Voor mensen met een visuele of motorische beperking kunnen nieuwe snufjes, zoals slimme speakers, een uitkomst bieden. Deze apparaten, zoals de Google Home of de Alexa van Amazon, voeren gesproken commando’s uit. Je kunt ze bijvoorbeeld vragen om het weerbericht op te zoeken, verlichting aan en uit te schakelen of muziek af te spelen. Van Deursen: “Ik ken iemand met de ziekte van Parkinson, die het continu gebruikt. Voor hem is dat een manier om toch te kunnen internetten.” Nieuwe technologie kan mensen met een beperking wel degelijk ten gunste komen, denkt hij. “Maar het zal nooit op hetzelfde niveau zijn als voor mensen zonder beperking.”
Emoji’s voorlezen
Kalloe weet haar weg inmiddels aardig te vinden door het woud van digitale hulpmiddelen, al zijn sommige gebruiksvriendelijker dan andere. Zo heeft zij ook twee slimme speakers in huis. “Ik gebruik ze bijvoorbeeld als kookwekker of om muziek mee af te spelen. Ook roept mijn moeder soms door de speaker dat ik moet komen eten.” Als zoekmachine vindt ze ze echter minder handig. “Soms gebruik ik de zoekfunctie van de Google Home wel eens, maar vaak vind je dan toch niet het antwoord dat je zoekt. Via je smartphone kun je verschillende zoekresultaten vergelijken en vind je toch een beter antwoord.”
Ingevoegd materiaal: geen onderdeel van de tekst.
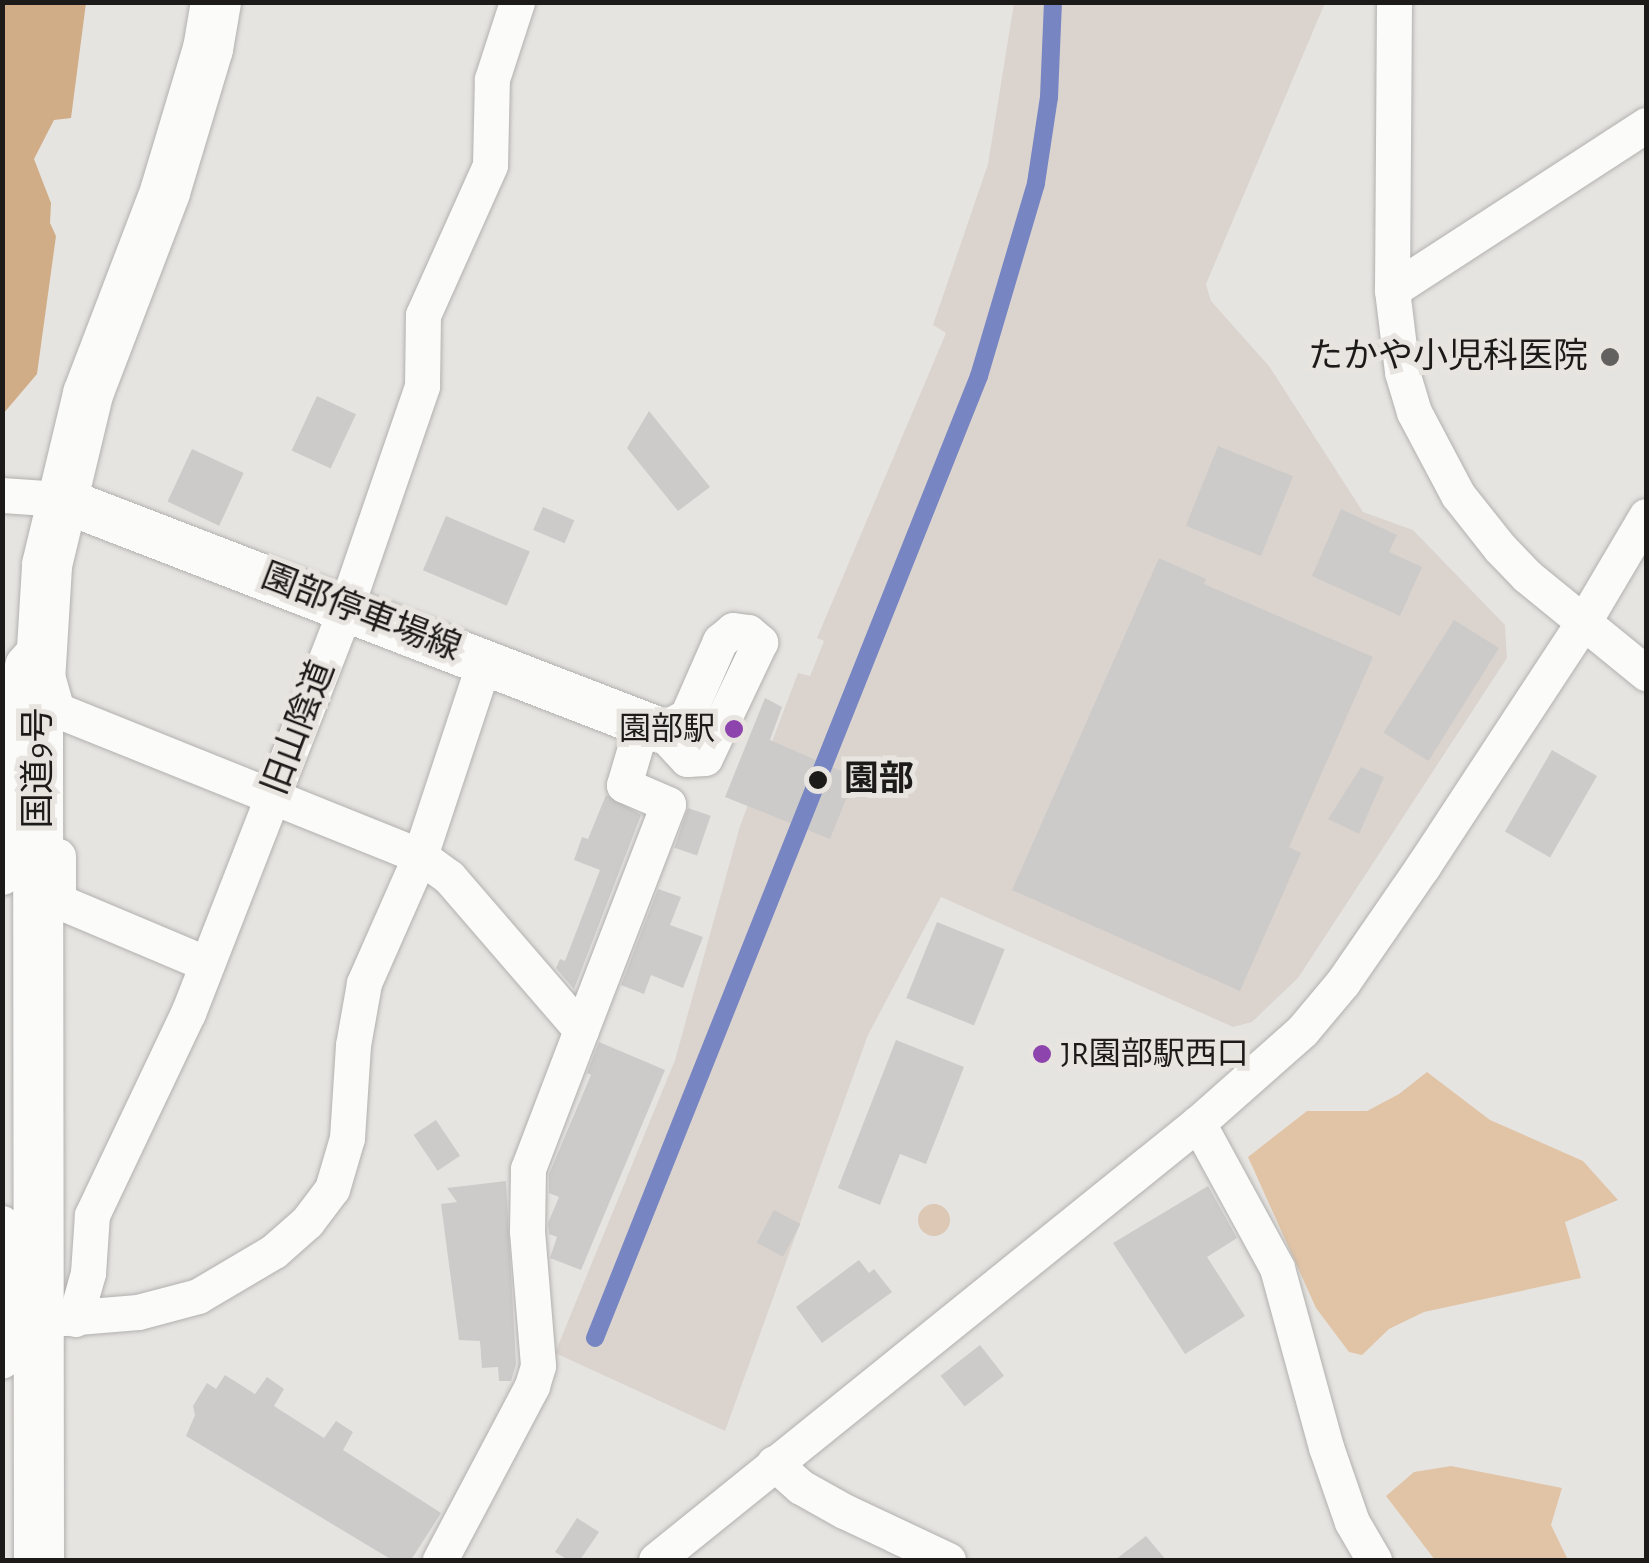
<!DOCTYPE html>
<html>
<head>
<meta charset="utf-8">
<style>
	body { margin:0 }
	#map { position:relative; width:1649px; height:1563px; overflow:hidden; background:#e6e4e1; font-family:"Alegreya Sans","Noto Sans JP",sans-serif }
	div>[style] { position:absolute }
	.built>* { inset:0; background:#dbd4ce }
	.green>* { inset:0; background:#dcc8b4 }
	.round { border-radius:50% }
	.forest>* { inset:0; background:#e1c4a6 }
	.water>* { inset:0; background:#d0ad87 }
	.building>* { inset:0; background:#cccbc9; transform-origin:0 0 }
	.roads { filter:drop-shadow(0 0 2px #b2b1af) drop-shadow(0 0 2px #b2b1af) }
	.minor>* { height:35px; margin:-17.5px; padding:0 17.5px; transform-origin:17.5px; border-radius:17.5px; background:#fbfbfa }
	.major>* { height:45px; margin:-22.5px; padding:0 22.5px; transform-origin:22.5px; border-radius:22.5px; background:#fbfbfa }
	.highway>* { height:50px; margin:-25px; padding:0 25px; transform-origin:25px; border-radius:25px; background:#fbfbfa }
	.rail-1>* { height:18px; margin:-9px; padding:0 9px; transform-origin:9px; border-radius:9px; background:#7785c2 }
	.dots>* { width:28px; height:28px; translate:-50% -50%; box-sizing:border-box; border:5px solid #e8e4df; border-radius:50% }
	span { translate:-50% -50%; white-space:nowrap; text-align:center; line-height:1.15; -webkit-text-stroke:10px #e8e4df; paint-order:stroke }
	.bus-label { font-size:32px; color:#1d1b1a }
	.right { translate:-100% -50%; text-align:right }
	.left { translate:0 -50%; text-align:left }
	.poi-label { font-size:35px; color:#1d1b1a }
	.street-label { font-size:35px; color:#1d1b1a }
	.stop-label { font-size:35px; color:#1d1b1a; font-weight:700 }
	.frame { position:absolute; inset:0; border:5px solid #1d1b1a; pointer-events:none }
</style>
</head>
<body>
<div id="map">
	<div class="built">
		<div style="clip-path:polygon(1014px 3px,1325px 3px,1206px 284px,1211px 301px,1269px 366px,1363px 512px,1413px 530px,1505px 625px,1507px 658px,1298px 978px,1252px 1022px,1233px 1027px,941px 897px,868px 1035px,725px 1431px,555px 1353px,675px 1060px,740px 826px,798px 673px,810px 676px,824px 641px,817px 638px,946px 333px,933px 325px,988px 164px)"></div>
	</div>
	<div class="green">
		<div class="round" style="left:918px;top:1204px;width:32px;height:32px"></div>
	</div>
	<div class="forest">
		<div style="clip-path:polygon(1427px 1072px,1490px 1120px,1583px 1161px,1618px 1200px,1565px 1222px,1581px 1278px,1424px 1312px,1389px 1329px,1362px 1355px,1349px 1352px,1316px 1308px,1248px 1157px,1307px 1111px,1367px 1111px,1399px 1094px)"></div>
		<div style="clip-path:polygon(1451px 1466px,1562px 1488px,1551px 1525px,1568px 1560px,1435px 1560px,1386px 1496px,1414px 1472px)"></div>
	</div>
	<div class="water">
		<div style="clip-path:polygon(3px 2px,86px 3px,71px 118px,54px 120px,34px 159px,51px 203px,50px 223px,56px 236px,37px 374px,3px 414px)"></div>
	</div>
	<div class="building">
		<div style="left:317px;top:396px;width:43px;height:60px;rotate:25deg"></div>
		<div style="clip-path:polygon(649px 411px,710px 487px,678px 511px,627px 448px)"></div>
		<div style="left:1218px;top:446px;width:81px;height:86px;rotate:22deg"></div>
		<div style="left:192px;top:449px;width:57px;height:58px;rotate:25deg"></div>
		<div style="left:543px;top:507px;width:34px;height:25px;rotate:23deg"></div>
		<div style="clip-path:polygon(1341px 509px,1397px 535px,1389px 552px,1422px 567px,1400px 616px,1312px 576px)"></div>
		<div style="left:446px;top:516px;width:91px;height:59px;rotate:23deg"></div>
		<div style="clip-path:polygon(1159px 558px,1206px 579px,1204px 584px,1373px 657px,1289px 847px,1301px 853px,1240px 991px,1012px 890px)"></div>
		<div style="left:1454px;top:620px;width:53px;height:133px;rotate:32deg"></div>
		<div style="clip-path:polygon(765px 698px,782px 707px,770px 740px,855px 777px,830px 839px,725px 797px)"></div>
		<div style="left:1552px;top:750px;width:52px;height:94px;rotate:30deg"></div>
		<div style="clip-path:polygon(1361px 767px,1384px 777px,1359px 834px,1328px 819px)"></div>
		<div style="clip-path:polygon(606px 795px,641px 815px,574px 989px,556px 968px,560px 959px,565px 961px,600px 870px,574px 860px,582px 837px,588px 839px)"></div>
		<div style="left:688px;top:808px;width:24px;height:42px;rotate:19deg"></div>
		<div style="clip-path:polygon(658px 889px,681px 897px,670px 925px,703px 937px,683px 988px,651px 975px,644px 994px,621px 985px)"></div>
		<div style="left:937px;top:922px;width:73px;height:82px;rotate:22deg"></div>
		<div style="clip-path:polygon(896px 1040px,964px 1067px,926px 1164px,900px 1154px,880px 1205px,838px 1188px)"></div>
		<div style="clip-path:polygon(599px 1042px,665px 1070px,581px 1270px,550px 1258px,557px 1237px,549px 1234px,548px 1223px,559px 1197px,549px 1193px,549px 1174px,591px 1075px,587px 1073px)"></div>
		<div style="left:436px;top:1120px;width:43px;height:27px;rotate:56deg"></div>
		<div style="clip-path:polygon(506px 1181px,516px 1364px,511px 1381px,499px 1381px,498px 1367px,482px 1368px,480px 1341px,459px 1340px,441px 1204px,457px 1202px,447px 1188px)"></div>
		<div style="clip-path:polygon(1208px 1186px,1237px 1238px,1207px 1257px,1245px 1316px,1185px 1354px,1113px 1243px)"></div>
		<div style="left:774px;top:1210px;width:30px;height:37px;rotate:28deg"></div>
		<div style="clip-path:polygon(859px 1260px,869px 1273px,874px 1269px,892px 1292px,822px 1343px,796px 1307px)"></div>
		<div style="left:980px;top:1345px;width:39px;height:50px;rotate:52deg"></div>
		<div style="clip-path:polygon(225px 1375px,255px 1394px,267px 1377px,284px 1389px,274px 1406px,324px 1438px,336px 1421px,353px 1432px,343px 1450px,441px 1513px,411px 1560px,392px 1560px,186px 1436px,195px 1415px,193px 1406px,207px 1383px,216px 1389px)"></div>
		<div style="clip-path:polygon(577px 1518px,599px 1532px,580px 1560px,568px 1560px,555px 1552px)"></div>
		<div style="clip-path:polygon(1146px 1536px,1166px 1560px,1115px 1560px)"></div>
	</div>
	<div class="roads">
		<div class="minor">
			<div style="left:1394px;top:2px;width:288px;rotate:90.4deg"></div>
			<div style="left:1392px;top:290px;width:83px;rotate:83deg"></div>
			<div style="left:1402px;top:372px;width:42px;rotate:73.3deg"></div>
			<div style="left:1414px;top:412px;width:94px;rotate:62.1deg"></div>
			<div style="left:1458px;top:495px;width:68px;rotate:51.6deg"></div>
			<div style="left:1500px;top:548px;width:39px;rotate:46deg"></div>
			<div style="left:1527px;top:576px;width:154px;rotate:39.2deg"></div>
			<div style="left:1392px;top:290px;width:303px;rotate:-33deg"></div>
			<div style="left:2px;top:495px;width:59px;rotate:3.9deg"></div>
			<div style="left:733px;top:630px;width:15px;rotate:8deg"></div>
			<div style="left:748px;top:632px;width:16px;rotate:40deg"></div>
			<div style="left:760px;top:642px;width:128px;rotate:115.4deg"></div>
			<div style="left:705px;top:758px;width:18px;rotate:177deg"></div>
			<div style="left:687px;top:759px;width:40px;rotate:-133deg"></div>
			<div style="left:660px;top:730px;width:30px;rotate:-27deg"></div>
			<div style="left:687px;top:716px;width:82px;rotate:-66.3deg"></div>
			<div style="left:720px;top:641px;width:17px;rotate:-40deg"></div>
			<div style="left:46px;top:672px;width:40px;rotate:74deg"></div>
			<div style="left:57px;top:710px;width:391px;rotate:21.9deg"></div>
			<div style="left:420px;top:856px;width:36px;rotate:36deg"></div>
			<div style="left:449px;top:877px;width:202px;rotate:49.2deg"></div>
			<div style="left:581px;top:1030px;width:149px;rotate:110.9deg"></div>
			<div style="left:528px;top:1169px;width:62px;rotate:90.9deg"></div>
			<div style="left:527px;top:1231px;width:135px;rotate:85.3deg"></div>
			<div style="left:538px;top:1366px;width:21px;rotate:107deg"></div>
			<div style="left:532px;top:1386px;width:197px;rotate:117.9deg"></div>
			<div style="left:58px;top:856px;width:39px;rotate:90deg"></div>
			<div style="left:58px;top:895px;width:11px;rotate:52deg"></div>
			<div style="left:65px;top:904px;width:154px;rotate:22.9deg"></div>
			<div style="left:2px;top:877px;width:185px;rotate:-86.3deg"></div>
			<div style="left:14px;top:692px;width:30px;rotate:-73deg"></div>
			<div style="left:23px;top:663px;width:20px;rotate:-49deg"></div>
			<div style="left:581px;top:1030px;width:242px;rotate:-68.9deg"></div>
			<div style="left:668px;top:804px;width:48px;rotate:-156.6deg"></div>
			<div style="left:624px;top:785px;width:64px;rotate:-73.6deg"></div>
			<div style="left:1198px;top:1123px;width:165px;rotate:61.4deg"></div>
			<div style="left:1277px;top:1268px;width:186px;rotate:74.7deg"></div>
			<div style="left:1326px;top:1447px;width:79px;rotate:70.9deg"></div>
			<div style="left:1352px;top:1522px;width:44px;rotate:59.9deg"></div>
			<div style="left:2px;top:1223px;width:97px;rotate:86.5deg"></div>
			<div style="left:8px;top:1320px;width:41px;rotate:98.3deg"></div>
			<div style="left:65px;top:1318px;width:73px;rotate:-4.7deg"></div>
			<div style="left:138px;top:1312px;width:62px;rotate:-14.9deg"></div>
			<div style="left:198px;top:1296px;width:88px;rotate:-30.6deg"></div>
			<div style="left:274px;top:1251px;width:44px;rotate:-41.3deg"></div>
			<div style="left:307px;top:1222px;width:41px;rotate:-52.9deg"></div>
			<div style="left:332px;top:1189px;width:53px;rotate:-73.6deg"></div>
			<div style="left:347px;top:1138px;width:93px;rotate:-86.3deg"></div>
			<div style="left:353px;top:1045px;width:63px;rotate:-79.9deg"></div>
			<div style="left:364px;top:983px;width:139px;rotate:-66.2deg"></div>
			<div style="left:420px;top:856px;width:206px;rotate:-71.7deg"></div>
			<div style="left:75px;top:1319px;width:48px;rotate:-74.2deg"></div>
			<div style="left:88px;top:1273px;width:58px;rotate:-86.1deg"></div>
			<div style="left:92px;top:1215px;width:224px;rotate:-64.6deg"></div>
			<div style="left:188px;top:1013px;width:436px;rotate:-68.7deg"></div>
			<div style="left:346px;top:607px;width:234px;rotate:-71deg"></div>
			<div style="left:422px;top:386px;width:71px;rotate:-89.2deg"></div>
			<div style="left:423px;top:315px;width:164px;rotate:-65.9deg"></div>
			<div style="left:490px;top:165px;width:86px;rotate:-88.7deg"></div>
			<div style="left:492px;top:79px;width:81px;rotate:-72deg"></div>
			<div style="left:774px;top:1463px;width:36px;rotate:42deg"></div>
			<div style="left:801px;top:1487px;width:49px;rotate:29.2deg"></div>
			<div style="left:844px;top:1511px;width:115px;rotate:25.2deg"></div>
			<div style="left:656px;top:1560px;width:696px;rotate:-38.88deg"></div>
			<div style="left:1198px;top:1123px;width:139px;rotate:-41.5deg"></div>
			<div style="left:1302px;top:1031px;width:64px;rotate:-50.1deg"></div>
			<div style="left:1343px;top:982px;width:141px;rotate:-55.4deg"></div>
			<div style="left:1423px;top:866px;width:293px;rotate:-56.7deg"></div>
			<div style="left:1584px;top:621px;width:122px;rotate:-59.4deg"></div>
		</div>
		<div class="major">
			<div style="left:61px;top:499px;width:642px;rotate:21.09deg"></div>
		</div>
		<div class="highway">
			<div style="left:39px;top:1560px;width:846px;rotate:-90.07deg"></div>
			<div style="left:38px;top:714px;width:149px;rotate:-86.5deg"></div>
			<div style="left:47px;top:565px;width:176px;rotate:-76.5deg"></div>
			<div style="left:88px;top:394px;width:216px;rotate:-69.1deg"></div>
			<div style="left:165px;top:192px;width:149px;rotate:-73.3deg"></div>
			<div style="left:208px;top:49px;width:48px;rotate:-80.3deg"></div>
		</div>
	</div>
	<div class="rail-1">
		<div style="left:595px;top:1338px;width:1036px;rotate:-68.24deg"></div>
		<div style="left:979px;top:376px;width:201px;rotate:-73.5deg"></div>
		<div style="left:1036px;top:183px;width:87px;rotate:-81.4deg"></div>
		<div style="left:1049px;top:97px;width:95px;rotate:-87.6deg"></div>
	</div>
	<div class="dots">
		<div style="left:1610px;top:357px;background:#636160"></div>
		<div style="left:734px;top:729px;background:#8e44ad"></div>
		<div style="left:818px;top:780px;background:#1d1b1a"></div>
		<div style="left:1042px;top:1054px;background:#8e44ad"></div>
	</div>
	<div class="bus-label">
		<span class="right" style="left:715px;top:729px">園部駅</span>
		<span class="left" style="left:1061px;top:1054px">JR園部駅西口</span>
	</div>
	<div class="poi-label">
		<span class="right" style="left:1588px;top:357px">たかや小児科医院</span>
	</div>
	<div class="street-label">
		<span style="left:361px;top:613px;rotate:21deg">園部停車場線</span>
		<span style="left:299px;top:728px;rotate:-69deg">旧山陰道</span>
		<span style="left:39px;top:768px;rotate:-90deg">国道9号</span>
	</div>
	<div class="stop-label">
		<span class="left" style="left:844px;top:780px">園部</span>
	</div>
	<div class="frame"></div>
</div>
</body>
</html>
Voor Kalloe is het eigenlijk belangrijker dat de apps op haar smartphone met behulp van de schermlezer goed te gebruiken zijn. “Veel videoapps, zoals Netflix en Disney+, doen het goed. Alleen de app van Videoland werkt heel onhandig. De schermlezer leest alleen de series voor die in mijn ‘Verder kijken’-lijst staan, en de rest niet. De app van de Lidl is ook onhandig, want daarin worden de producten uit de folder niet voorgelezen. De app van Albert Heijn is handiger, omdat alle producten er afzonderlijk in staan.” Ook sociale media, zoals Facebook en Whatsapp worden steeds beter, vindt Kalloe. “In eerdere versies las de schermlezer het individueel voor als iemand vijf keer dezelfde emoji schreef. Dan zei hij bijvoorbeeld: ‘gezicht met tranen van vreugde, gezicht met tranen van vreugde, gezicht met tranen van vreugde, gezicht met tranen van vreugde, gezicht met tranen van vreugde.’ Daar werd je helemaal simpel van. Nu zegt ie: ‘vijf gezicht met tranen van vreugde’. Dat maakt de luisterervaring veel beter.”